Leveraging deep learning with LDA-based text analytics to detect automobile insurance fraud

Highlights：

• A novel deep learning methodology is proposed for automobile insurance fraud detection.

• LDA-based text analytics is developed to extract the features in the text description of the accidents.

• Text features and traditional numeric features are explored for the detection of fraudulent claims.

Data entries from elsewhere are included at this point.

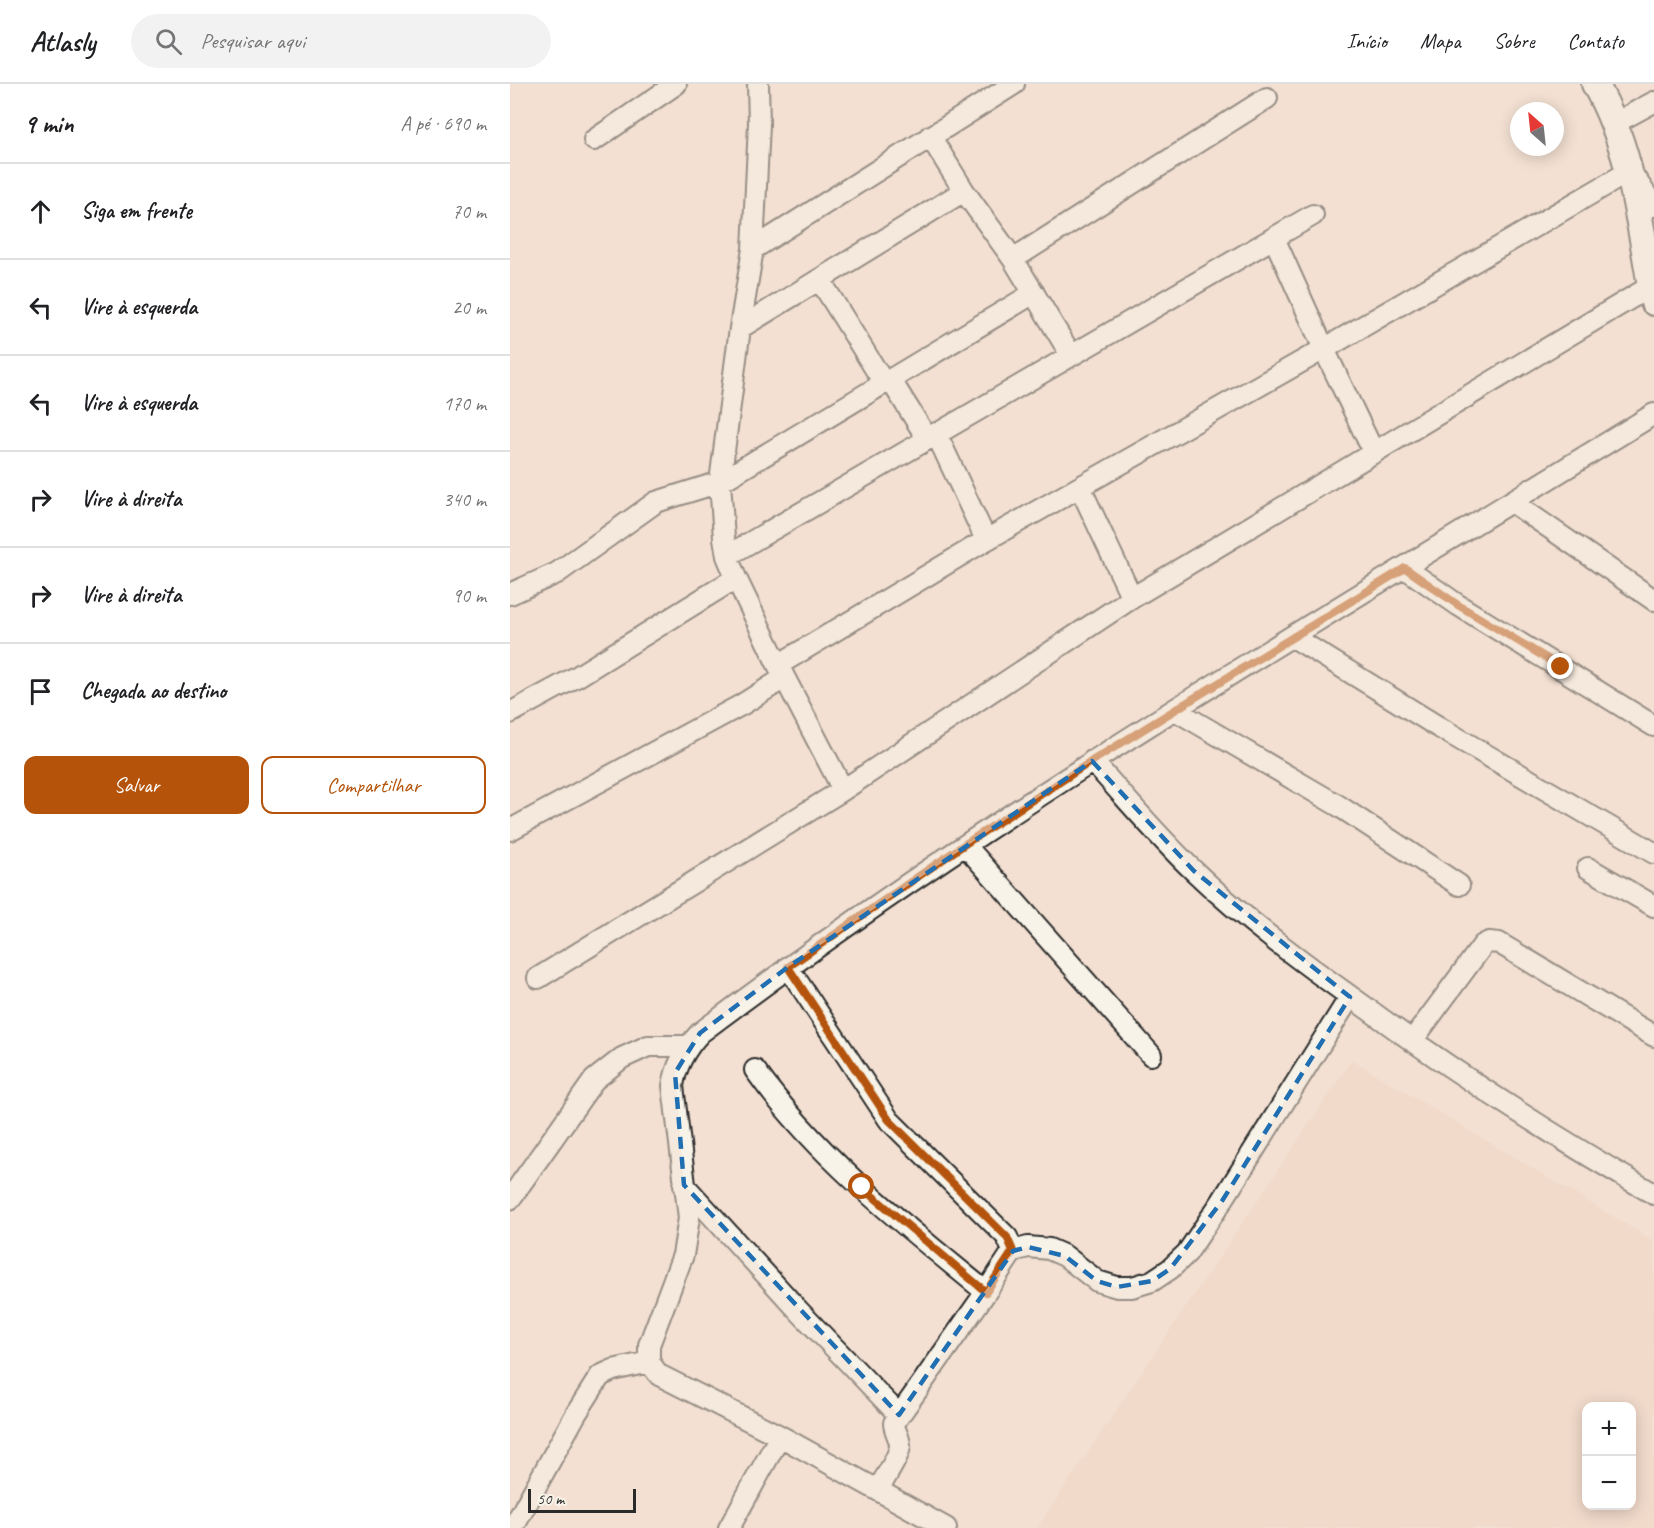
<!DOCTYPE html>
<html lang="pt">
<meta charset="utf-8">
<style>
:root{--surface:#fff;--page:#f2f2f2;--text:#202124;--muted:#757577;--line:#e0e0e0;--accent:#b45309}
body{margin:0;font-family:Caveat,sans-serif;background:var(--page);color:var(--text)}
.controls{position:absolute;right:18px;bottom:18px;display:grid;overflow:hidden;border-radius:12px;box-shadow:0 3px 15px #0003}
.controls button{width:54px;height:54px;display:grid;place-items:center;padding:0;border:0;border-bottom:2px solid var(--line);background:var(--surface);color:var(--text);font:30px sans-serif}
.compass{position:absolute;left:1000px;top:18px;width:54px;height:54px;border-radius:50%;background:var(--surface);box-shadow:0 3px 15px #0003;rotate:333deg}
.scale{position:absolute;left:18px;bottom:15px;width:108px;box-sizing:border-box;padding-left:6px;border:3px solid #2b2b2b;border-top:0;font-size:16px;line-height:21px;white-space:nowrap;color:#2b2b2b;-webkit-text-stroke:4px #f7f3e8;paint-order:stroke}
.stop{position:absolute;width:18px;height:18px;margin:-14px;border:4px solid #b45309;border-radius:50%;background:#fff}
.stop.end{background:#b45309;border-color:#fff;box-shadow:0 2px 6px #0008}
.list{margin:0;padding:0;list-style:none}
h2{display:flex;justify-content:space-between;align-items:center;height:78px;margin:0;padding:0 24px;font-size:26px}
h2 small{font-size:20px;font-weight:400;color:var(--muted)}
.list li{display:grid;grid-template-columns:39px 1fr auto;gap:18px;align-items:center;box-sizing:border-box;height:96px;padding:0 24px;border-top:2px solid var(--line)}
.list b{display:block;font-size:22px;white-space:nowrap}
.list em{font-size:20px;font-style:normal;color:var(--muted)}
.actions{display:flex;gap:12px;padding:18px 24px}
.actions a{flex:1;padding:14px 0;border:2px solid var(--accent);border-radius:12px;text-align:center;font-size:21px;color:var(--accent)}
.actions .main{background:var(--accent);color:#fff}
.icon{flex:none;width:33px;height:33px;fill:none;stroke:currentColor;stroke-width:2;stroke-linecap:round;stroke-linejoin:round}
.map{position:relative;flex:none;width:1144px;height:1444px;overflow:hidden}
header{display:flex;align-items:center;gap:36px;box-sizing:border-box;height:84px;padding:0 30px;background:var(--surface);border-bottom:2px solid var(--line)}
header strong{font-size:28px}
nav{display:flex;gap:33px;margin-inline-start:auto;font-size:21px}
.search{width:420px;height:54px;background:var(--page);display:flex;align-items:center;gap:15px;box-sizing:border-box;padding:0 21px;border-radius:33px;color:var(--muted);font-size:22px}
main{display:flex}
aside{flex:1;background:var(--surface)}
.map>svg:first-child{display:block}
.built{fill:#f0d2c2;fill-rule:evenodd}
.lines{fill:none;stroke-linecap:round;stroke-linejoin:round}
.minor-casing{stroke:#2b2b2b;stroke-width:24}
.major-casing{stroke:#2b2b2b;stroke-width:30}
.minor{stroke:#f7f3e8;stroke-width:20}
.major{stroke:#f7f3e8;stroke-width:26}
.route{stroke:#b45309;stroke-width:8}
.marked{fill:none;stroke:#1f6fb2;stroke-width:4.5;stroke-dasharray:12 8;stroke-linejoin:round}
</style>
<header>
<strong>Atlasly</strong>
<div class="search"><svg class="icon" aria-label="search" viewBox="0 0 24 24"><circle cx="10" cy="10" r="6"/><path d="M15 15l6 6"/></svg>Pesquisar aqui</div>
<nav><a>Início</a><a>Mapa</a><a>Sobre</a><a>Contato</a></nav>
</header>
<main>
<aside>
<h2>9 min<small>A pé · 690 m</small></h2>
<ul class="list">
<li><svg class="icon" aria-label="ahead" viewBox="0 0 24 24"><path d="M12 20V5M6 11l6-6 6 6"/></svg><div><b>Siga em frente</b></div><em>70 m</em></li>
<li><svg class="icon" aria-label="left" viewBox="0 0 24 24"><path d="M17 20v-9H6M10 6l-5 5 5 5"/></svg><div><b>Vire à esquerda</b></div><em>20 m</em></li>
<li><svg class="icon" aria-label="left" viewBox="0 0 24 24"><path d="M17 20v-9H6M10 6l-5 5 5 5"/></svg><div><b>Vire à esquerda</b></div><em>170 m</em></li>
<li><svg class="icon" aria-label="right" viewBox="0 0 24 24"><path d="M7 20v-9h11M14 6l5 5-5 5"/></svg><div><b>Vire à direita</b></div><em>340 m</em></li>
<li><svg class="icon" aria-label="right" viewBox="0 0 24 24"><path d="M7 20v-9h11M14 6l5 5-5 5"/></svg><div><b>Vire à direita</b></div><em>90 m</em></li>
<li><svg class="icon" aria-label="arrive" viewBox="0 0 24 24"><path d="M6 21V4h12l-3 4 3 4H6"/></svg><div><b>Chegada ao destino</b></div></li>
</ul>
<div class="actions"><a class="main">Salvar</a><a>Compartilhar</a></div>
</aside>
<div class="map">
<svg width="1144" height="1444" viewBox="0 0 1144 1444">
<rect width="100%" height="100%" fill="#f3e0d2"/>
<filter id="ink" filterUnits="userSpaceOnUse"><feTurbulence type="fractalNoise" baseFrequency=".0167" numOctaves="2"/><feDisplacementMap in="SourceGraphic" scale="12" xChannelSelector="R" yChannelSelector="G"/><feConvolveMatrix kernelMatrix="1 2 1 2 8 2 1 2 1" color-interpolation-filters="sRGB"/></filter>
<g filter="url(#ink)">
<path class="built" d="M842,976L1144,1157V1444H527ZM1076,1322H1122V1422H1076Z"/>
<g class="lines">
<defs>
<path id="minor" d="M248,0L249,40L243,165L230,244L210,398L214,454L217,472L226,494L268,581L333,706
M1105,39L1144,18
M420,52L454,107L503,175L561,271
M84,56L166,0
M764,154L814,265L864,369
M243,165L504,0
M503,175L757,14
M310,196L374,299
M230,244L454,107
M380,295L417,354
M426,349L476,456
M570,403L622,514
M1002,418L1144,516
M217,472L803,131
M895,484L948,521L1144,642
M0,510L47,489L146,418L210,398L524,209
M783,553L927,642L1144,769
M268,581L476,456L814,265L1120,87L1144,122
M665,626L829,722L949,801
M0,629L68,592L226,494
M582,677C616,714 648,753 684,787C735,836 793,879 851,920C945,989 1043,1052 1144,1110
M0,746L233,620L274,594
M455,761L641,971
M1078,784L1144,822
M278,883L379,1036L497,1153L503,1167
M28,894L333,706L622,514L1141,202
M902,957L973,861L979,858L989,859L1144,952
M245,986C307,1073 394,1141 476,1208
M174,1101L290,1228L389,1331
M0,1115L84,996L112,974L138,962H178
M368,1406C374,1395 389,1373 390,1362C390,1353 384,1347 384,1339L476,1208L503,1167L518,1163L539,1165L555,1172L587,1197L607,1203H622L642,1197L660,1185L677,1169L712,1117L840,913
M3,1444L66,1330L90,1292L103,1286L139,1278
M219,1444L270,1352
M436,1444L270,1352L149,1291L139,1278V1261L173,1171L179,1134L163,1002C166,981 176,964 190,949C493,720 822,529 1144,330"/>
<path id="major" d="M1085,0C1123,67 1130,144 1144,218"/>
</defs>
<use href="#minor" class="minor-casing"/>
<use href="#major" class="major-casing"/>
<use href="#minor" class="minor"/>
<use href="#major" class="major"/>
</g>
</g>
<g class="lines" filter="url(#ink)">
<path class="route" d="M352,1103L476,1208L503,1167L497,1153L379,1036L278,883L455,760L582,677L895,484L948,521L1051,583"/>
</g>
<path d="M0 0H1144V1444H0ZM582,677L684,787L840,913L712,1117L660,1185L642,1197L607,1203L587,1197L555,1172L518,1163L503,1167L389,1331L174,1101L165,989L190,949L278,883Z" fill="#f3e0d2" fill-opacity=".55" fill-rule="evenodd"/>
<path class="marked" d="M582,677L684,787L840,913L712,1117L660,1185L642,1197L607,1203L587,1197L555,1172L518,1163L503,1167L389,1331L174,1101L165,989L190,949L278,883Z"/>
</svg>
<div class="controls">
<button>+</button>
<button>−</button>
</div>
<svg class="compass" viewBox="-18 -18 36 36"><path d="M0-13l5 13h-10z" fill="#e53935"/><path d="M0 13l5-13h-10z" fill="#757577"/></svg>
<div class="scale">50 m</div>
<div class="stop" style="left:352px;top:1103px"></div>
<div class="stop end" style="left:1051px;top:583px"></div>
</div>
</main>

• Our research contributes to advance the computational method for analyzing and detecting insurance fraud.

摘要

Automobile insurance fraud represents a pivotal percentage of property insurance companies' costs and affects the companies' pricing strategies and social economic benefits in the long term. Automobile insurance fraud detection has become critically important for reducing the costs of insurance companies. Previous studies on automobile insurance fraud detection examined various numeric factors, such as the time of the claim and the brand of the insured car. However, the textual information in the claims has rarely been studied to analyze insurance fraud. This paper proposes a novel deep learning model for automobile insurance fraud detection that uses Latent Dirichlet Allocation (LDA)-based text analytics. In our proposed method, LDA is first used to extract the text features hiding in the text descriptions of the accidents appearing in the claims, and deep neural networks then are trained on the data, which include the text features and traditional numeric features for detecting fraudulent claims. Based on the real-world insurance fraud dataset, our experimental results reveal that the proposed text analytics-based framework outperforms a traditional one. Furthermore, the experimental results show that the deep neural networks outperform widely used machine learning models, such as random forests and support vector machine. Therefore, our proposed framework that combines deep neural networks and LDA is a suitable potential tool for automobile insurance fraud detection.